■ Exercise goal ■
Extract all of the entries and give them again, word for word.

■ Provided information ■
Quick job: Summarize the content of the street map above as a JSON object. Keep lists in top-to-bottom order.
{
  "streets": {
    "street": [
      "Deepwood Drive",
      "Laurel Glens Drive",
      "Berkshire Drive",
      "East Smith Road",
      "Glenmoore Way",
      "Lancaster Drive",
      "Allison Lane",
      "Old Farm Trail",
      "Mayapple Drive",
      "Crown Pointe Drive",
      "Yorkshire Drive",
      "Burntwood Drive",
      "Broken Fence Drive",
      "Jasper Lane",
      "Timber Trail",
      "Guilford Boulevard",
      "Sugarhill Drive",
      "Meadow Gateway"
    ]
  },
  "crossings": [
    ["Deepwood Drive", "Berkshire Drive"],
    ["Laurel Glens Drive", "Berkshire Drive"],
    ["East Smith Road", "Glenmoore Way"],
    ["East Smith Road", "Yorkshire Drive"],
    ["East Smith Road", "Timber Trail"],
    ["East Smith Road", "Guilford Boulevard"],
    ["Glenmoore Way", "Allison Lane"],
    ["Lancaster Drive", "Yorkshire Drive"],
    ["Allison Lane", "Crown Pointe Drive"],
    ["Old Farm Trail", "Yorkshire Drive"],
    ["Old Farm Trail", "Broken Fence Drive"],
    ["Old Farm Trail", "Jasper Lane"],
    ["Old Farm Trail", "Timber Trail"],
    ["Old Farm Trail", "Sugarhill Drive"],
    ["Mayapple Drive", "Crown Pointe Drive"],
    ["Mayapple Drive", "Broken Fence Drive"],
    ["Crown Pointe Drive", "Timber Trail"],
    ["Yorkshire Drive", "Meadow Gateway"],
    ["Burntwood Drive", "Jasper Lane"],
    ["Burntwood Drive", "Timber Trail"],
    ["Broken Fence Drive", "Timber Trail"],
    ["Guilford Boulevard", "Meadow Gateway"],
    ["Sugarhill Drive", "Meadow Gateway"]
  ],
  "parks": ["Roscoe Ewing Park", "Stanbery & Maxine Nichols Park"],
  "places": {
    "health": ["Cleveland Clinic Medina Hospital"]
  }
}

■ Solved problem ■
Quick job: Summarize the content of the street map above as a JSON object. Keep lists in top-to-bottom order.
{
  "streets": {
    "street": [
      "Deepwood Drive",
      "Laurel Glens Drive",
      "Berkshire Drive",
      "East Smith Road",
      "Glenmoore Way",
      "Lancaster Drive",
      "Allison Lane",
      "Old Farm Trail",
      "Mayapple Drive",
      "Crown Pointe Drive",
      "Yorkshire Drive",
      "Burntwood Drive",
      "Broken Fence Drive",
      "Jasper Lane",
      "Timber Trail",
      "Guilford Boulevard",
      "Sugarhill Drive",
      "Meadow Gateway"
    ]
  },
  "crossings": [
    ["Deepwood Drive", "Berkshire Drive"],
    ["Laurel Glens Drive", "Berkshire Drive"],
    ["East Smith Road", "Glenmoore Way"],
    ["East Smith Road", "Yorkshire Drive"],
    ["East Smith Road", "Timber Trail"],
    ["East Smith Road", "Guilford Boulevard"],
    ["Glenmoore Way", "Allison Lane"],
    ["Lancaster Drive", "Yorkshire Drive"],
    ["Allison Lane", "Crown Pointe Drive"],
    ["Old Farm Trail", "Yorkshire Drive"],
    ["Old Farm Trail", "Broken Fence Drive"],
    ["Old Farm Trail", "Jasper Lane"],
    ["Old Farm Trail", "Timber Trail"],
    ["Old Farm Trail", "Sugarhill Drive"],
    ["Mayapple Drive", "Crown Pointe Drive"],
    ["Mayapple Drive", "Broken Fence Drive"],
    ["Crown Pointe Drive", "Timber Trail"],
    ["Yorkshire Drive", "Meadow Gateway"],
    ["Burntwood Drive", "Jasper Lane"],
    ["Burntwood Drive", "Timber Trail"],
    ["Broken Fence Drive", "Timber Trail"],
    ["Guilford Boulevard", "Meadow Gateway"],
    ["Sugarhill Drive", "Meadow Gateway"]
  ],
  "parks": ["Roscoe Ewing Park", "Stanbery & Maxine Nichols Park"],
  "places": {
    "health": ["Cleveland Clinic Medina Hospital"]
  }
}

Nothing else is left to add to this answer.